Derman Tarancı; yoksulluğun, işsizliğin, güvencesizliğin, gelecek kaygısının toplumsal şiddeti arttığı gibi kadına yönelik şiddeti de vahşileştirdiğini söyleyerek, “Kadınlar hakları ve hayatları arasına sıkıştırılmak isteniyor. Siyasal alanda da iktidarın baskılarının, yasakların arttığı, kutuplaşma siyasetinin toplumsal ilişkileri derinden zedelediği, kadınların kazanılmış haklarının tek adam yönetiminin ihtiyaçlarına göre gasp edildiği bir dönemdeyiz. İstanbul Sözleşmesinden çıkılması, nafaka hakkı dahil pek çok hakkın yok edilmesinin hedeflenmesi, çocuk evlilikleri teşvik ve meşrulaştırma politikaları kadınların içinde bulunduğu cendereyi daha da sıkıştırıyor.” ifadelerini kullandı.

“Kadına yönelik şiddetin acilen önlenmesi gerekiyor”

“Kadına yönelik şiddet münferit değil politiktir” diyen Tarancı, şiddete karşı mücadelede sığınaklardan başvuru merkezlerine kadar yerel yönetimleri de kapsayan pek çok idari düzenleme şart olduğunu belirtti. Yasalarda yer alan cezaların uygulanması için kadınların ayrıca mücadele ettiğini ancak bu durumun artık değişmesi gerektiğinin altını çizen Tarancı, “Şiddeti, nefret suçlarını teşvik eden her eylem ve söylemin suç sayılacağı hukuk sistemi oluşturulmalı. Salgın koşullarında daha da artan kadına yönelik şiddetin önüne geçmek için gerekli önlemlerin hızla alınması ve yasal düzenlemelerin yapılması, cinsel yönelim ayrımcılığına, nefret söylemine ve baskılara son verilmesi gerekiyor. Toplumsal yaşamın her alanında cinsiyet eşitliğinin sağlanması, salgın koşullarında ağırlaşan çocuk ve yaşlı bakımının kadınların sırtında bir yük olmaktan çıkarılması için somut adımlar atılması, semtlerde ve işyerlerinde ücretsiz, nitelikli ve yaygın çocuk bakım yuvaları, kreşler açılması, yaşlılar için ücretsiz bakımevlerinin yaygınlaştırılması, işyerlerinde ayrıca emzirme odaları ve annelerin süt izni hakkından taviz verilmemesi acil taleplerimiz.” şeklinde konuştu.

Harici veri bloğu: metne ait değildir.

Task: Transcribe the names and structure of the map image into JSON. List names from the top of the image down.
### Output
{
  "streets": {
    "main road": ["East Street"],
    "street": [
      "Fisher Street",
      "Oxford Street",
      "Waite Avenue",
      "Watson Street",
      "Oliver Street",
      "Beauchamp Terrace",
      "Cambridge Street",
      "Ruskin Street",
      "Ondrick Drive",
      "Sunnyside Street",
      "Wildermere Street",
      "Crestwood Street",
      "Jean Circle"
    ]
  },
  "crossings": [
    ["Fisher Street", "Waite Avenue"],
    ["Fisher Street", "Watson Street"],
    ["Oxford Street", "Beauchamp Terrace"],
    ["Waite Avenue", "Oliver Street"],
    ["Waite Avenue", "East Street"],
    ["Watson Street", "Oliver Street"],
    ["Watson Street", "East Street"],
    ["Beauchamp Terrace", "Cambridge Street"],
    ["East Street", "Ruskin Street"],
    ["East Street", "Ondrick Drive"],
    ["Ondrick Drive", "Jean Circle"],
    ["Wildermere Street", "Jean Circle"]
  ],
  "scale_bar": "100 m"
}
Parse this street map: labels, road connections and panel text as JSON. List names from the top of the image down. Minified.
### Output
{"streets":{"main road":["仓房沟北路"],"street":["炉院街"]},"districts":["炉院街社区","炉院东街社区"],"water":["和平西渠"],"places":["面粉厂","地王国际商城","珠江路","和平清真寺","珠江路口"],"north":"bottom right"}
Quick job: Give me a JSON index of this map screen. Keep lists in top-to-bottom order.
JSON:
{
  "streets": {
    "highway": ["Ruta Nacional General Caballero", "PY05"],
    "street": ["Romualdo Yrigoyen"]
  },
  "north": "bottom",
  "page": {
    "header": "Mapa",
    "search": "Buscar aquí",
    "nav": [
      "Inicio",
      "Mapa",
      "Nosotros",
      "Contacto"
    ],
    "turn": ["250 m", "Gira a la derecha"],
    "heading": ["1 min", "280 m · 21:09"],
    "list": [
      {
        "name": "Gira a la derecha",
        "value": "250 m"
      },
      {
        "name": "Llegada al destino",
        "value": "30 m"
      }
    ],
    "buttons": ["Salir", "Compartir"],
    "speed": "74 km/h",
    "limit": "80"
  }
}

“Mücadele ederek kazanacağız”

Halk için, halkın ihtiyaçlarına göre şekillenecek ekonomi politikaları ve bütçeyle, hak ve özgürlüklerin güvenceye alındığı demokratik bir siyasal rejimi kazanmanın yolunun mücadeleden geçtiğini vurgulayan Derman Tarancı, bu mücadelede kadınların en önemli özne olduğunu belirterek şu sözleri kullandı: Bu mücadele ortaklığında yer alabilecek siyasi partiler, emek ve meslek örgütleri, inanç grupları, kadın hareketi, gençlik inisiyatifleri, platformları, üretici köylüler, çevre hareketi gibi mücadele dinamiklerinin merkezinde olacağı bir halk ittifakı ve ortaklaşılan taleplerle beslenecek mücadele platformuyla kazanıma gidecek yolun önü açılabilir.

Milyarderlerin bizim emeğimizle elde ettiği serveti kalıcı servet vergisi ve gelir vergileriyle vergilendirilsin. Bütçe rant peşinde devletin hazinesine çöreklenen bir avuç sermayedar için değil, halk için, kadınlar için, çocuklar için kullanılabilir. Bu bir “tercih” meselesi. Cumhur ittifakı da Millet İttifakı da tercihini bundan yana kullanmıyor, kullanmayacak. Bu ancak halkın söz ve irade sahibi olduğu halk ittifakının gücüyle mümkün olabilir!